> **ABOUT THIS EXERCISE**: Transcribe the records that follow in their entirety, omitting any pictures.

> **RECORDED INFORMATION**:
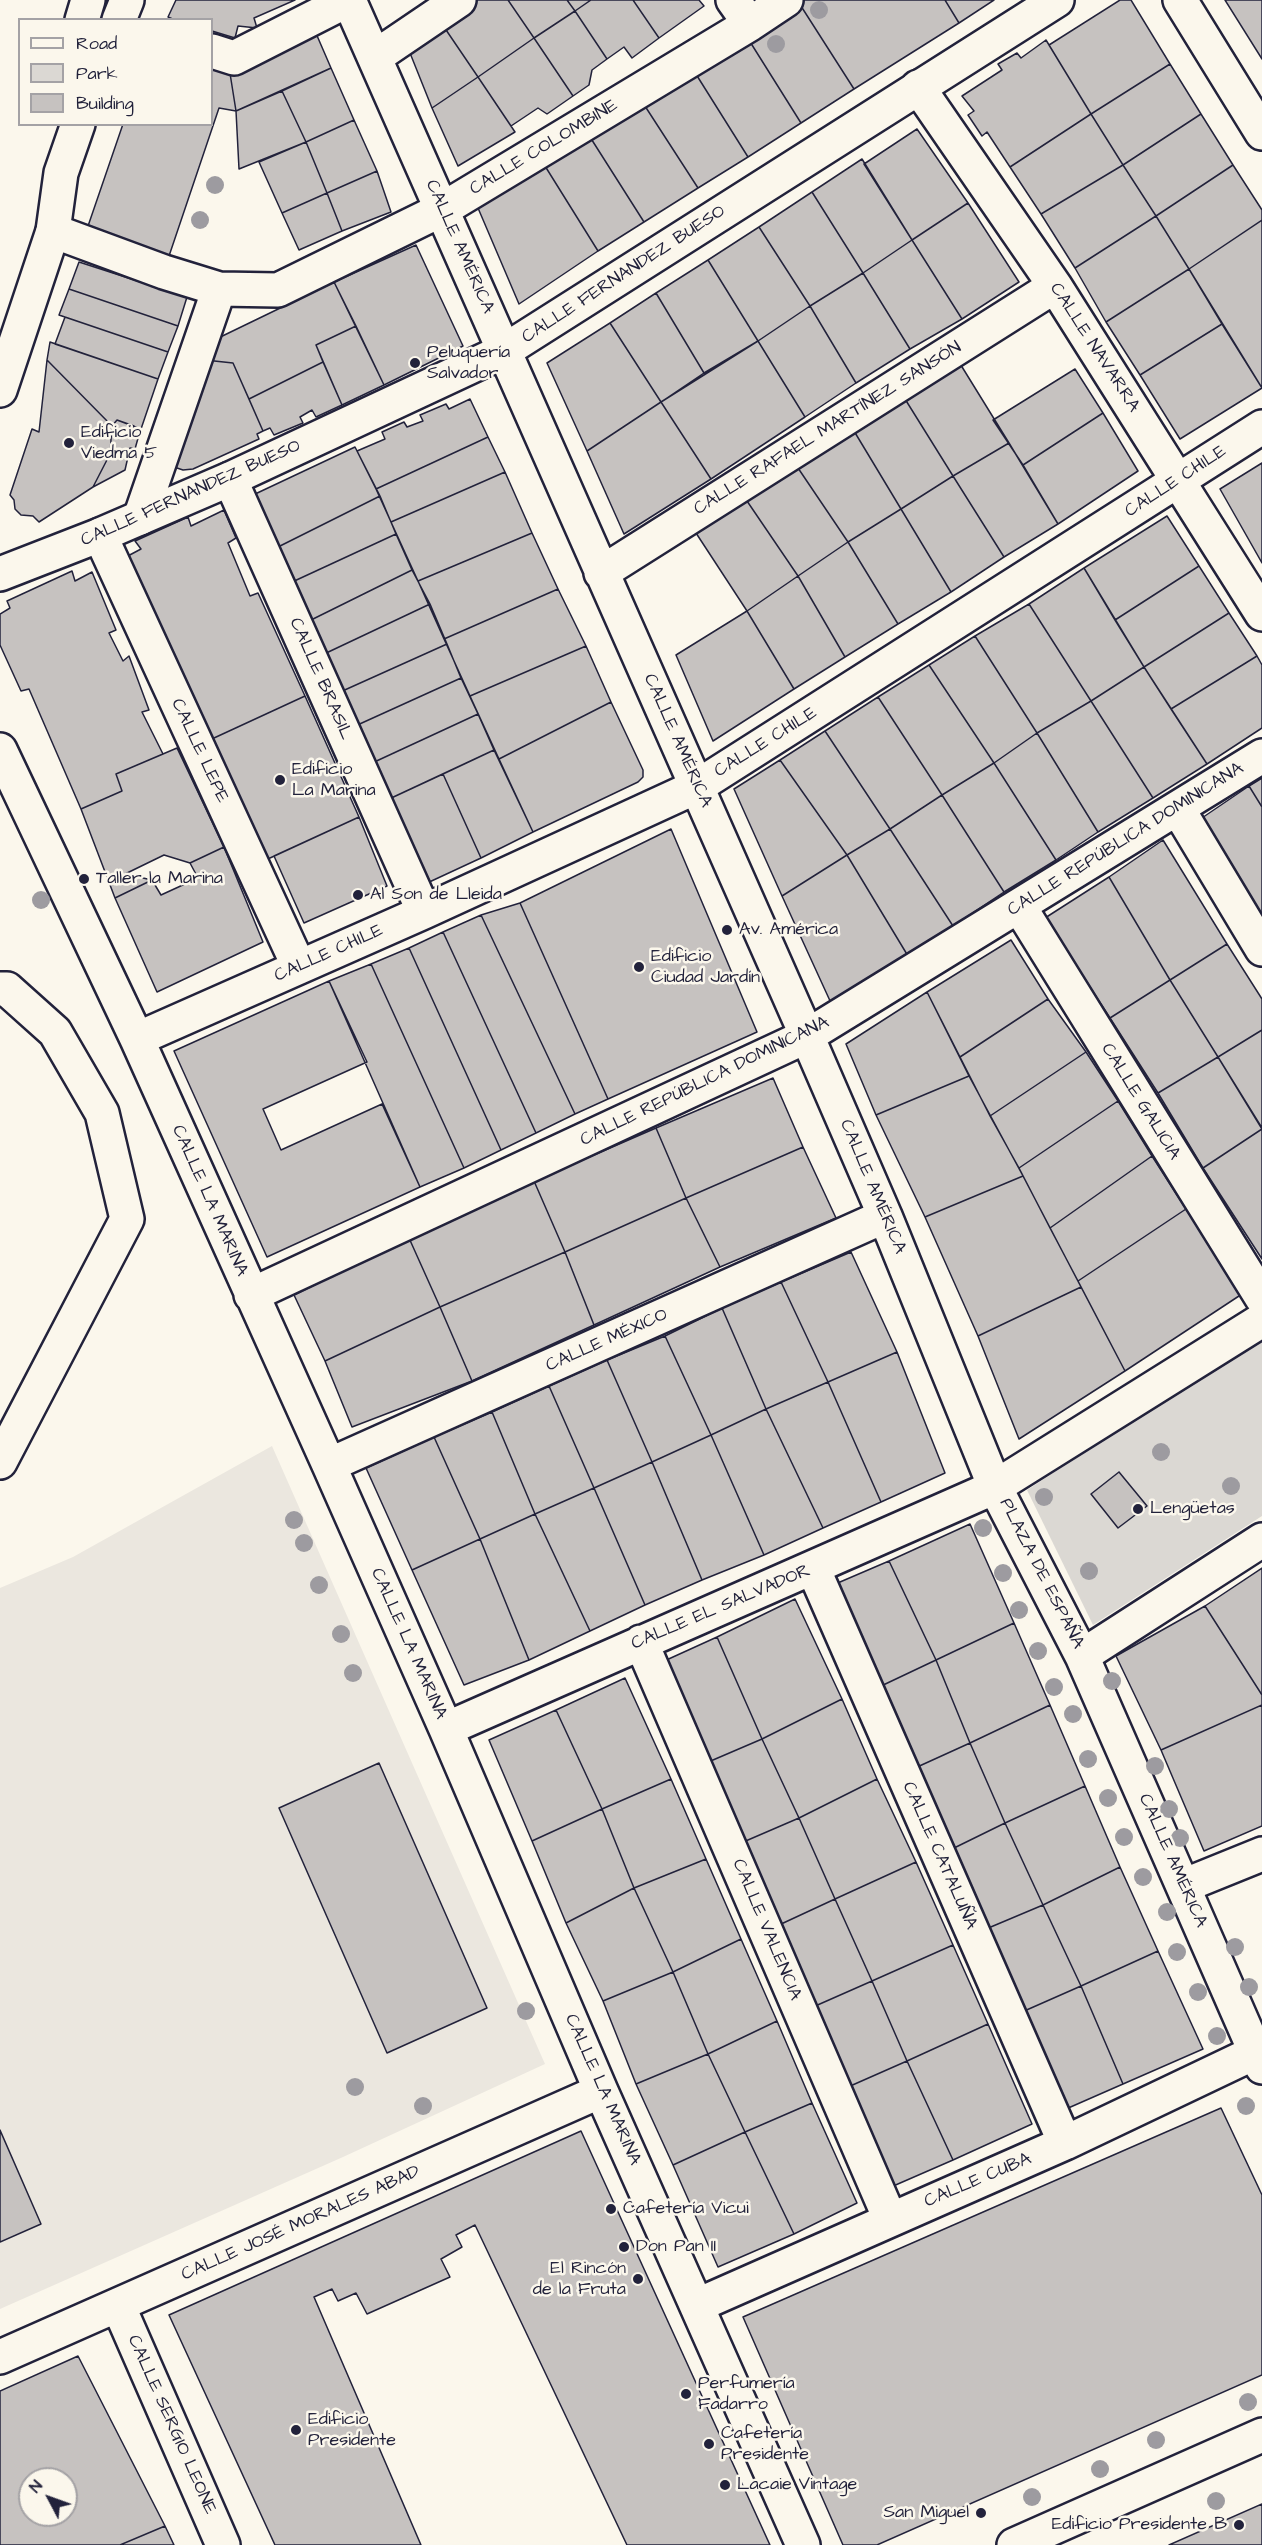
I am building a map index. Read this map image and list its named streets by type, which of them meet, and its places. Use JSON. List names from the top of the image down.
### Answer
{
  "streets": {
    "street": [
      "CALLE COLOMBINE",
      "CALLE AMÉRICA",
      "CALLE FERNANDEZ BUESO",
      "CALLE NAVARRA",
      "CALLE RAFAEL MARTÍNEZ SANSÓN",
      "CALLE CHILE",
      "CALLE BRASIL",
      "CALLE LEPE",
      "CALLE REPÚBLICA DOMINICANA",
      "CALLE GALICIA",
      "CALLE LA MARINA",
      "CALLE MÉXICO",
      "PLAZA DE ESPAÑA",
      "CALLE EL SALVADOR",
      "CALLE CATALUÑA",
      "CALLE VALENCIA",
      "CALLE CUBA",
      "CALLE JOSÉ MORALES ABAD",
      "CALLE SERGIO LEONE"
    ]
  },
  "crossings": [
    ["CALLE COLOMBINE", "CALLE AMÉRICA"],
    ["CALLE AMÉRICA", "CALLE FERNANDEZ BUESO"],
    ["CALLE AMÉRICA", "CALLE RAFAEL MARTÍNEZ SANSÓN"],
    ["CALLE AMÉRICA", "CALLE CHILE"],
    ["CALLE AMÉRICA", "CALLE REPÚBLICA DOMINICANA"],
    ["CALLE AMÉRICA", "CALLE MÉXICO"],
    ["CALLE AMÉRICA", "PLAZA DE ESPAÑA"],
    ["CALLE AMÉRICA", "CALLE EL SALVADOR"],
    ["CALLE AMÉRICA", "CALLE CUBA"],
    ["CALLE FERNANDEZ BUESO", "CALLE NAVARRA"],
    ["CALLE FERNANDEZ BUESO", "CALLE BRASIL"],
    ["CALLE FERNANDEZ BUESO", "CALLE LEPE"],
    ["CALLE NAVARRA", "CALLE RAFAEL MARTÍNEZ SANSÓN"],
    ["CALLE NAVARRA", "CALLE CHILE"],
    ["CALLE CHILE", "CALLE BRASIL"],
    ["CALLE CHILE", "CALLE LEPE"],
    ["CALLE CHILE", "CALLE LA MARINA"],
    ["CALLE REPÚBLICA DOMINICANA", "CALLE GALICIA"],
    ["CALLE REPÚBLICA DOMINICANA", "CALLE LA MARINA"],
    ["CALLE LA MARINA", "CALLE MÉXICO"],
    ["CALLE LA MARINA", "CALLE EL SALVADOR"],
    ["CALLE LA MARINA", "CALLE CUBA"],
    ["CALLE LA MARINA", "CALLE JOSÉ MORALES ABAD"],
    ["PLAZA DE ESPAÑA", "CALLE EL SALVADOR"],
    ["CALLE EL SALVADOR", "CALLE CATALUÑA"],
    ["CALLE EL SALVADOR", "CALLE VALENCIA"],
    ["CALLE CATALUÑA", "CALLE CUBA"],
    ["CALLE VALENCIA", "CALLE CUBA"],
    ["CALLE JOSÉ MORALES ABAD", "CALLE SERGIO LEONE"]
  ],
  "places": [
    "Peluquería Salvador",
    "Edificio Viedma 5",
    "Edificio La Marina",
    "Taller la Marina",
    "Al Son de Lleida",
    "Av. América",
    "Edificio Ciudad Jardín",
    "Lengüetas",
    "Cafetería Vicui",
    "Don Pan II",
    "El Rincón de la Fruta",
    "Perfumería Fadarro",
    "Edificio Presidente",
    "Cafetería Presidente",
    "Lacaie Vintage",
    "San Miguel",
    "Edificio Presidente B"
  ],
  "legend": ["Road", "Park", "Building"],
  "north": "top left"
}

> **EXPECTED OUTPUT**:
I am building a map index. Read this map image and list its named streets by type, which of them meet, and its places. Use JSON. List names from the top of the image down.
### Answer
{
  "streets": {
    "street": [
      "CALLE COLOMBINE",
      "CALLE AMÉRICA",
      "CALLE FERNANDEZ BUESO",
      "CALLE NAVARRA",
      "CALLE RAFAEL MARTÍNEZ SANSÓN",
      "CALLE CHILE",
      "CALLE BRASIL",
      "CALLE LEPE",
      "CALLE REPÚBLICA DOMINICANA",
      "CALLE GALICIA",
      "CALLE LA MARINA",
      "CALLE MÉXICO",
      "PLAZA DE ESPAÑA",
      "CALLE EL SALVADOR",
      "CALLE CATALUÑA",
      "CALLE VALENCIA",
      "CALLE CUBA",
      "CALLE JOSÉ MORALES ABAD",
      "CALLE SERGIO LEONE"
    ]
  },
  "crossings": [
    ["CALLE COLOMBINE", "CALLE AMÉRICA"],
    ["CALLE AMÉRICA", "CALLE FERNANDEZ BUESO"],
    ["CALLE AMÉRICA", "CALLE RAFAEL MARTÍNEZ SANSÓN"],
    ["CALLE AMÉRICA", "CALLE CHILE"],
    ["CALLE AMÉRICA", "CALLE REPÚBLICA DOMINICANA"],
    ["CALLE AMÉRICA", "CALLE MÉXICO"],
    ["CALLE AMÉRICA", "PLAZA DE ESPAÑA"],
    ["CALLE AMÉRICA", "CALLE EL SALVADOR"],
    ["CALLE AMÉRICA", "CALLE CUBA"],
    ["CALLE FERNANDEZ BUESO", "CALLE NAVARRA"],
    ["CALLE FERNANDEZ BUESO", "CALLE BRASIL"],
    ["CALLE FERNANDEZ BUESO", "CALLE LEPE"],
    ["CALLE NAVARRA", "CALLE RAFAEL MARTÍNEZ SANSÓN"],
    ["CALLE NAVARRA", "CALLE CHILE"],
    ["CALLE CHILE", "CALLE BRASIL"],
    ["CALLE CHILE", "CALLE LEPE"],
    ["CALLE CHILE", "CALLE LA MARINA"],
    ["CALLE REPÚBLICA DOMINICANA", "CALLE GALICIA"],
    ["CALLE REPÚBLICA DOMINICANA", "CALLE LA MARINA"],
    ["CALLE LA MARINA", "CALLE MÉXICO"],
    ["CALLE LA MARINA", "CALLE EL SALVADOR"],
    ["CALLE LA MARINA", "CALLE CUBA"],
    ["CALLE LA MARINA", "CALLE JOSÉ MORALES ABAD"],
    ["PLAZA DE ESPAÑA", "CALLE EL SALVADOR"],
    ["CALLE EL SALVADOR", "CALLE CATALUÑA"],
    ["CALLE EL SALVADOR", "CALLE VALENCIA"],
    ["CALLE CATALUÑA", "CALLE CUBA"],
    ["CALLE VALENCIA", "CALLE CUBA"],
    ["CALLE JOSÉ MORALES ABAD", "CALLE SERGIO LEONE"]
  ],
  "places": [
    "Peluquería Salvador",
    "Edificio Viedma 5",
    "Edificio La Marina",
    "Taller la Marina",
    "Al Son de Lleida",
    "Av. América",
    "Edificio Ciudad Jardín",
    "Lengüetas",
    "Cafetería Vicui",
    "Don Pan II",
    "El Rincón de la Fruta",
    "Perfumería Fadarro",
    "Edificio Presidente",
    "Cafetería Presidente",
    "Lacaie Vintage",
    "San Miguel",
    "Edificio Presidente B"
  ],
  "legend": ["Road", "Park", "Building"],
  "north": "top left"
}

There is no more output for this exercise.